(Records excerpted from a collection)
———

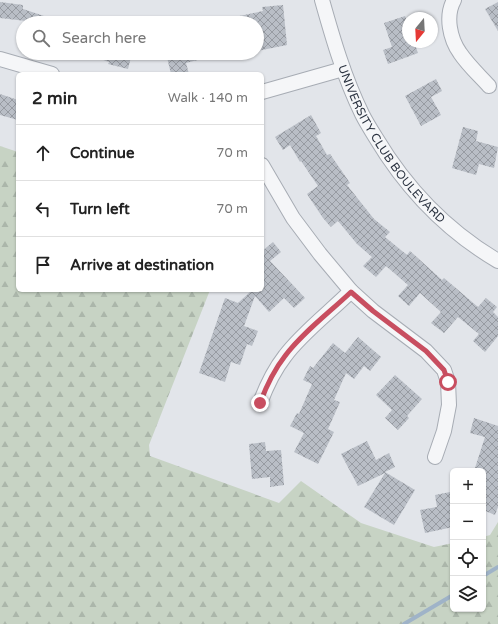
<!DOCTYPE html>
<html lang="en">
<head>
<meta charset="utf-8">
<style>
	:root { --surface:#fff; --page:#f6f6f6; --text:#222; --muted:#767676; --line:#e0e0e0 }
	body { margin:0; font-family:"Varela Round",sans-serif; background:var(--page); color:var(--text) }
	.controls { position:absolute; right:12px; bottom:12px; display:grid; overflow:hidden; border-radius:6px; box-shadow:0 1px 3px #0004 }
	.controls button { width:36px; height:36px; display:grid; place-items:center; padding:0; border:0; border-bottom:1px solid var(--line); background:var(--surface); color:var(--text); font:20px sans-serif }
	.compass { position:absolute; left:402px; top:12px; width:36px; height:36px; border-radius:50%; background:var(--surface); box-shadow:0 1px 3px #0004; rotate:198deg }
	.stop { position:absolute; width:12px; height:12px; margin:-9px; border:3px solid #c84e60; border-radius:50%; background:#fff }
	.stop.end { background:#c84e60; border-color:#fff; box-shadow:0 1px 4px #0008 }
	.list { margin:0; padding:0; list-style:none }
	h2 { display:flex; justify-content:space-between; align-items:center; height:52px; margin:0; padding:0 16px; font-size:17px }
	h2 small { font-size:13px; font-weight:400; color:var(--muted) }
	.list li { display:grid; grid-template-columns:26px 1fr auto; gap:12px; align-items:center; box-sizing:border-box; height:56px; padding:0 16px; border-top:1px solid var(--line) }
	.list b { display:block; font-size:15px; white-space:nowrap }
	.list em { font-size:13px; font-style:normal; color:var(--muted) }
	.icon { flex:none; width:22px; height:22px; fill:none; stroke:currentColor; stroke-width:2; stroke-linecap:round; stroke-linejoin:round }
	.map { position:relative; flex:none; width:498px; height:624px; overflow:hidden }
	.search { position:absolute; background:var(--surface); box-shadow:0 1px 3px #0004; left:16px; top:16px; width:248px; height:44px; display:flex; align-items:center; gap:10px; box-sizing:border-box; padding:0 14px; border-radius:22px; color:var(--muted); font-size:15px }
	.panel { position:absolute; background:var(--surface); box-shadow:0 1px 3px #0004; left:16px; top:72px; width:248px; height:220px; border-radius:6px }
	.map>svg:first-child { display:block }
	.forest { fill:url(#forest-firs) }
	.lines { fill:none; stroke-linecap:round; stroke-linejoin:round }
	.stream { stroke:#9fb3c8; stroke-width:4 }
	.building { fill:url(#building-cross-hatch) }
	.minor-casing { stroke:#a7acb4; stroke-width:16 }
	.minor { stroke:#f5f6f8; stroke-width:14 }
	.route { stroke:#c84e60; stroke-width:5 }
	.labels { text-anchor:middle; stroke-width:4; stroke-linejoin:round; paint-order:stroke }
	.street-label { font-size:12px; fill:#2b3341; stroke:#f2f4f7 }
</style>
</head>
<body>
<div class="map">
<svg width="498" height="624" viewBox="0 0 498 624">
	<defs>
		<pattern id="forest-firs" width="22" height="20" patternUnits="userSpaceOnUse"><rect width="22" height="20" fill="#c7d3c4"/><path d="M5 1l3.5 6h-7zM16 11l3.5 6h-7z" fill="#abb6aa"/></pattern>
		<pattern id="building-cross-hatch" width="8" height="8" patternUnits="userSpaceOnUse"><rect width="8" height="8" fill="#b9bec6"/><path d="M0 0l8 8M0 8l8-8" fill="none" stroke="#979ba2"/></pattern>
	</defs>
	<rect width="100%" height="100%" fill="#e2e5ea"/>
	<!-- forest -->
	<path class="forest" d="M0,146L18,152V290H210L149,445L150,456L279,503L301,481L361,523L434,547L453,543V609H483V537L490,535L498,522V624H0Z"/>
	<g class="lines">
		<!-- stream -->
		<g class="stream">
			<path d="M483,576L498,567"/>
			<path d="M404,624L453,595"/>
		</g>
	</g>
	<!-- building -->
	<g class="building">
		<path d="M0,2L23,5V9L59,21V23H25L26,21L0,18Z"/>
		<path d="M498,2V31L485,9Z"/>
		<path d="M283,5L287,45L257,51V23H230V18L263,11L262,7Z"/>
		<path d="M405,16L408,24V42H414L418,53L388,64L383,50L392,47L384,23Z"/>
		<path d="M89,53H132L128,69L108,64L109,62L89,55Z"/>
		<path d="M166,53H208L209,57L186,63L189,74H171Z"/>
		<path d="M436,79L442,91L431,97L441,115L421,126L405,96Z"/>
		<path d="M0,94L18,100V120L0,115Z"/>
		<path d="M311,115L321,133L316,136L327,155L330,154L350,183L347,185L374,219L390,232L385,237L407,255L410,251L442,280L444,278L478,307L486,298L497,307L493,312L498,317V336L485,352L473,341L479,334L458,317L444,333L431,323L441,312L420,293L409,306L398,296L408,285L386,266L376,277L363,266L372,257L357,244L338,221L331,227L323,218L307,194L318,186L301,161L300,162L290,145L283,150L275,137Z"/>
		<path d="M463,127L478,131L476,141L498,147L494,168L479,164L476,175L452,168Z"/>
		<path d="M273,242L281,252L270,261L305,298L294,308L284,298L269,312L255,296L244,326L258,331L252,346L247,344L240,365L231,362L225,382L199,373L225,298L238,303L250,292L248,290H262V251Z"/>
		<path d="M358,337L381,357L370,371L364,366L354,379L346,373L334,400L340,402L328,429L334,432L318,464L294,452L304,433L290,426L297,413L299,414L312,384L303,380L310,366L313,368L333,343L345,353Z"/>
		<path d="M395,375L422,399L407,416L409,418L398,430L385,418L392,410L376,395Z"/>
		<path d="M474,418L498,426V507L495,515L483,510V471H474L485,437L470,433Z"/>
		<path d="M367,441L376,460L389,453L395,467L385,472L415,490L394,525L364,507L385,473L358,486L341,454Z"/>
		<path d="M265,442L266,451L281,450L284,485L270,487V477L252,479L249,444Z"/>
		<path d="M450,492L453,507V527L425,533L420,510L437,507L435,495Z"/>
	</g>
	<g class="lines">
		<defs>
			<g id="minor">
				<path id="s1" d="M322,0C333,39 344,77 362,114C366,122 371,130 376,138C406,188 447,231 498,261"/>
				<path d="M454,0C445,16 450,39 460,53C468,65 479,75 489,86"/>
				<path d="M0,59L52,74"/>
				<path d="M262,92L343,69"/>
				<path d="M262,165L293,218L320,254L351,291L373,311L426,351L444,370L448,382L449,405L444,431L435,457"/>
				<path d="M260,403C266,387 274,370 285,356C302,333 330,312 351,291"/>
			</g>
		</defs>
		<!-- minor casing -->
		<use href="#minor" class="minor-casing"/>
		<!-- minor -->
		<use href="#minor" class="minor"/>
	</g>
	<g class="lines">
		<!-- route -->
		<path class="route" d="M260,403C266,387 274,370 285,356C302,333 330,312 351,292L373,311L426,351L444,370L448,382"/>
	</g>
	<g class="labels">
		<!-- street labels -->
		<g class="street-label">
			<text dy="4" stroke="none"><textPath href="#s1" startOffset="162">UNIVERSITY CLUB BOULEVARD</textPath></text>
		</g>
	</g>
</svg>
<div class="controls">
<button>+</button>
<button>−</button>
<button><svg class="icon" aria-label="locate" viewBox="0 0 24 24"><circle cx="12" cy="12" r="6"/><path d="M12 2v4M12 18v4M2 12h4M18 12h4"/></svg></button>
<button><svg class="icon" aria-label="layers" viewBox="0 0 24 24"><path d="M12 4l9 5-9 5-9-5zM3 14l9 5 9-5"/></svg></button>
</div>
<svg class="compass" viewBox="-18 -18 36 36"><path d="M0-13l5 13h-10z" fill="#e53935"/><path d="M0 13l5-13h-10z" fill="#767676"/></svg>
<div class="stop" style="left:448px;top:382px"></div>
<div class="stop end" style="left:260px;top:403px"></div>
<div class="search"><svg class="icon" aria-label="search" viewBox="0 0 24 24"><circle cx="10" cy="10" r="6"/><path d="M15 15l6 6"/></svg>Search here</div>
<section class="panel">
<h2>2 min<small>Walk · 140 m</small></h2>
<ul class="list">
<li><svg class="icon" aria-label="ahead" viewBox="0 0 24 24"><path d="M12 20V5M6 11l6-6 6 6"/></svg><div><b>Continue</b></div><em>70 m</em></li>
<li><svg class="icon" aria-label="left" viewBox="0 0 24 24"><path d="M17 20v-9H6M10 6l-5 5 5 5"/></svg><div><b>Turn left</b></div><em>70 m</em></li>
<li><svg class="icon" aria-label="arrive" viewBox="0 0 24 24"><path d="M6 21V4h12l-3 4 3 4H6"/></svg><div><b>Arrive at destination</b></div></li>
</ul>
</section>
</div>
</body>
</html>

———

• Goal of the exercise:
Look above for the line with "width:36px; height:36px; display:grid;" and the line with "font-size:13px; font-style:normal; color:var(--muted)"; transcribe both and all lines in between, exactly, and nothing else.

• Reply:
	.controls button { width:36px; height:36px; display:grid; place-items:center; padding:0; border:0; border-bottom:1px solid var(--line); background:var(--surface); color:var(--text); font:20px sans-serif }
	.compass { position:absolute; left:402px; top:12px; width:36px; height:36px; border-radius:50%; background:var(--surface); box-shadow:0 1px 3px #0004; rotate:198deg }
	.stop { position:absolute; width:12px; height:12px; margin:-9px; border:3px solid #c84e60; border-radius:50%; background:#fff }
	.stop.end { background:#c84e60; border-color:#fff; box-shadow:0 1px 4px #0008 }
	.list { margin:0; padding:0; list-style:none }
	h2 { display:flex; justify-content:space-between; align-items:center; height:52px; margin:0; padding:0 16px; font-size:17px }
	h2 small { font-size:13px; font-weight:400; color:var(--muted) }
	.list li { display:grid; grid-template-columns:26px 1fr auto; gap:12px; align-items:center; box-sizing:border-box; height:56px; padding:0 16px; border-top:1px solid var(--line) }
	.list b { display:block; font-size:15px; white-space:nowrap }
	.list em { font-size:13px; font-style:normal; color:var(--muted) }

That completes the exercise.